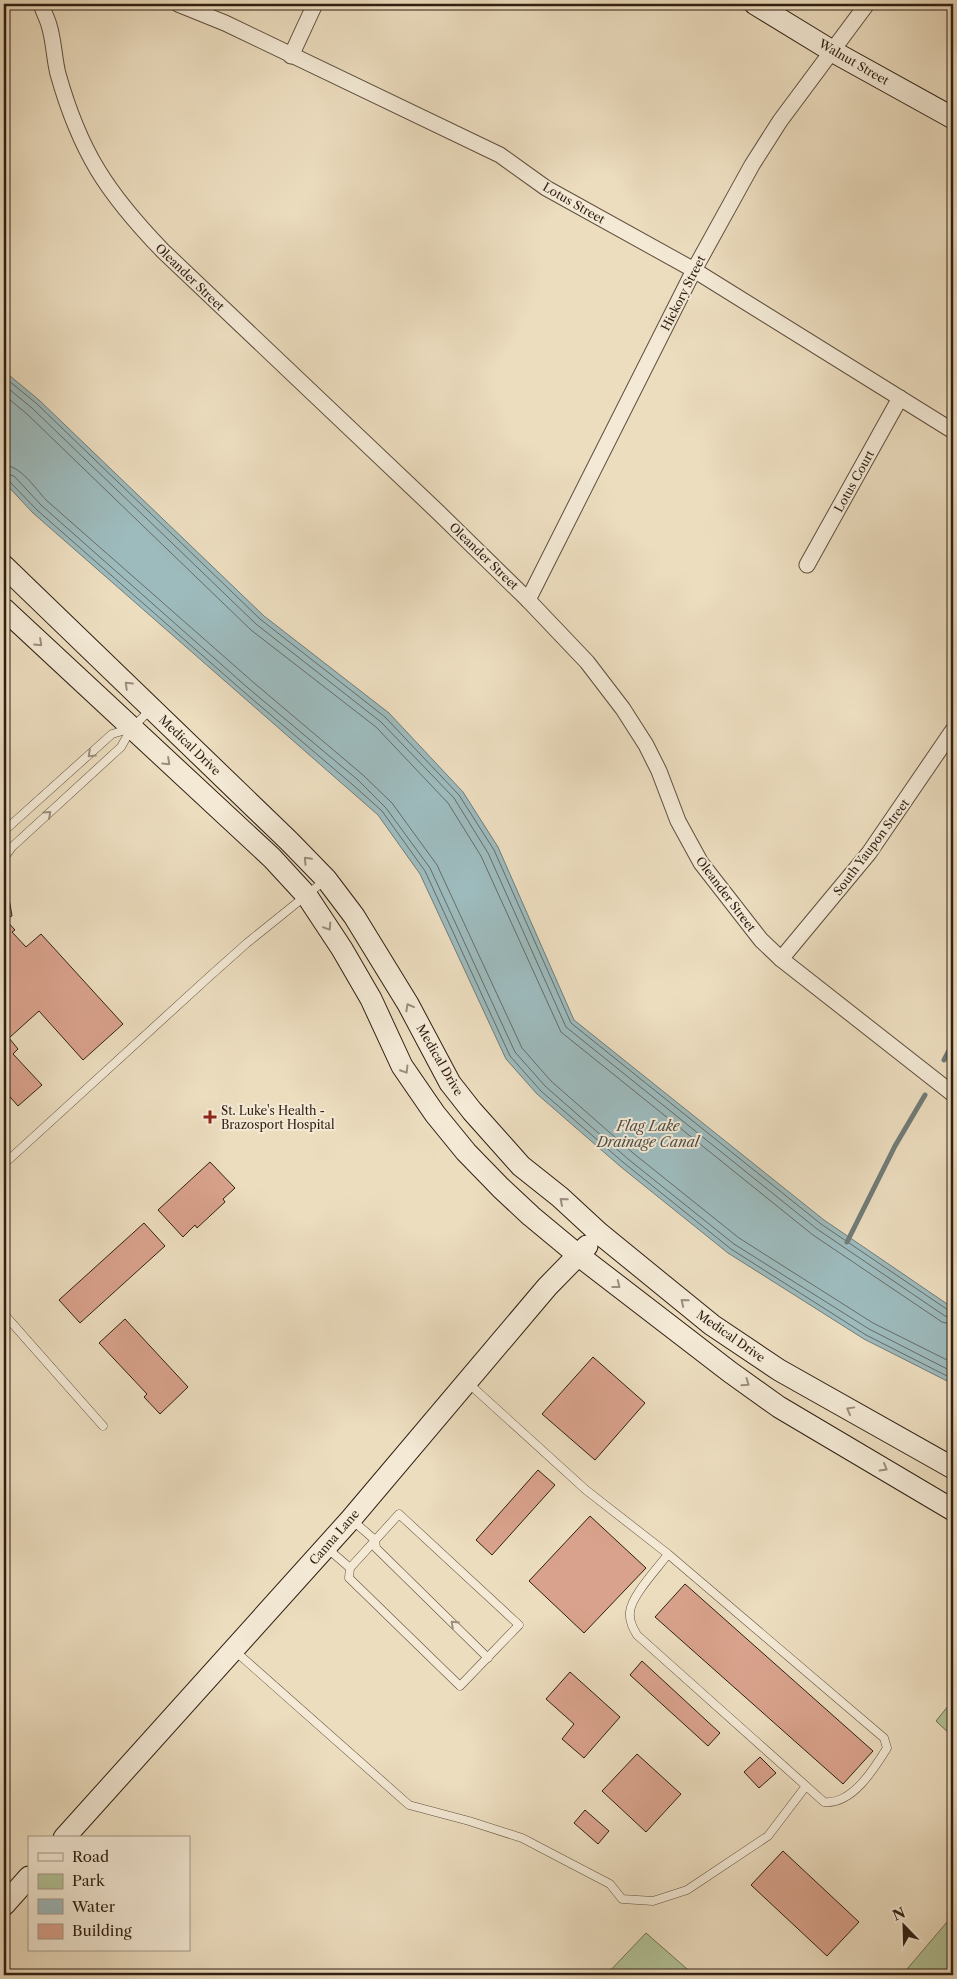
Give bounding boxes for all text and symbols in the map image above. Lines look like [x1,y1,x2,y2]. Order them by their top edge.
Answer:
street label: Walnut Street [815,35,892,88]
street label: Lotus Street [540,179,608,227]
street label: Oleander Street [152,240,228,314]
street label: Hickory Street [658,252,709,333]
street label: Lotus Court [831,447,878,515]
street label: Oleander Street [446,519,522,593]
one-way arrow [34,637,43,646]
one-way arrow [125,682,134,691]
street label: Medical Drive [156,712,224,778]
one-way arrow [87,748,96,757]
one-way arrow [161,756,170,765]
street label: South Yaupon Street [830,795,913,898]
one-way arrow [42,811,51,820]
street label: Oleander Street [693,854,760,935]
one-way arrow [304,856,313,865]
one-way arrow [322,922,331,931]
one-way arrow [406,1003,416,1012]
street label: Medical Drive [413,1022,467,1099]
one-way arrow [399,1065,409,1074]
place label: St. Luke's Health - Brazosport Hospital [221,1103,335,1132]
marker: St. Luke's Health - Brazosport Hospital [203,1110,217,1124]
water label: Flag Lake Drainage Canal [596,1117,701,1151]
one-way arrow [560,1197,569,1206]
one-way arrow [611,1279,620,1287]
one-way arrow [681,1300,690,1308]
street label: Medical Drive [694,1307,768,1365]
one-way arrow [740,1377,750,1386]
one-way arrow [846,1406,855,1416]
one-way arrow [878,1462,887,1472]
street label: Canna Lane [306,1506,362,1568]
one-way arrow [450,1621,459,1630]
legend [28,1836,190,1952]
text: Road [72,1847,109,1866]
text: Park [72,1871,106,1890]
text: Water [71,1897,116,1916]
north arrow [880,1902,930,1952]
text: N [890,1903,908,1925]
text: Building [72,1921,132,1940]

⁂

What is required> Look through the listing above, please, and state how many lines hold the word "Drive"; the number alone is the answer.

Task response> 3